Start of Given data
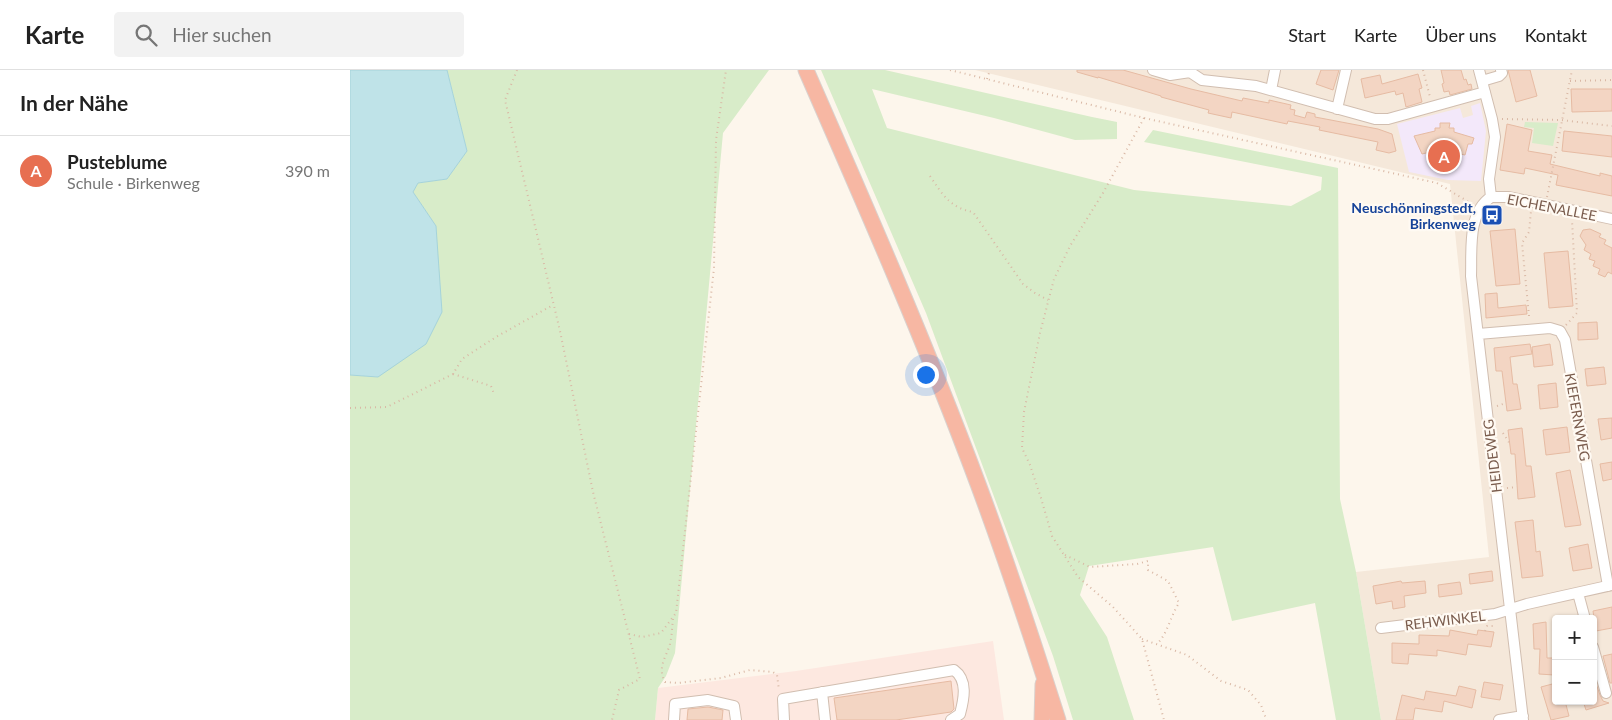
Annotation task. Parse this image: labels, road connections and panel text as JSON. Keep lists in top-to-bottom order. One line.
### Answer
{"streets":{"street":["EICHENALLEE","KIEFERNWEG","HEIDEWEG","REHWINKEL"]},"crossings":[["KIEFERNWEG","HEIDEWEG"],["KIEFERNWEG","REHWINKEL"],["HEIDEWEG","REHWINKEL"]],"places":{"bus stop":["Neuschönningstedt, Birkenweg"]},"page":{"header":"Karte","search":"Hier suchen","nav":["Start","Karte","Über uns","Kontakt"],"heading":"In der Nähe","list":[{"mark":"A","name":"Pusteblume","note":"Schule · Birkenweg","value":"390 m"}],"pins":"A","map_buttons":["+","−"]}}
End of Given data
### Instructions to follow
Could you print the data exactly as it appears and keep the pictures out?

### The completed task
Annotation task. Parse this image: labels, road connections and panel text as JSON. Keep lists in top-to-bottom order. One line.
### Answer
{"streets":{"street":["EICHENALLEE","KIEFERNWEG","HEIDEWEG","REHWINKEL"]},"crossings":[["KIEFERNWEG","HEIDEWEG"],["KIEFERNWEG","REHWINKEL"],["HEIDEWEG","REHWINKEL"]],"places":{"bus stop":["Neuschönningstedt, Birkenweg"]},"page":{"header":"Karte","search":"Hier suchen","nav":["Start","Karte","Über uns","Kontakt"],"heading":"In der Nähe","list":[{"mark":"A","name":"Pusteblume","note":"Schule · Birkenweg","value":"390 m"}],"pins":"A","map_buttons":["+","−"]}}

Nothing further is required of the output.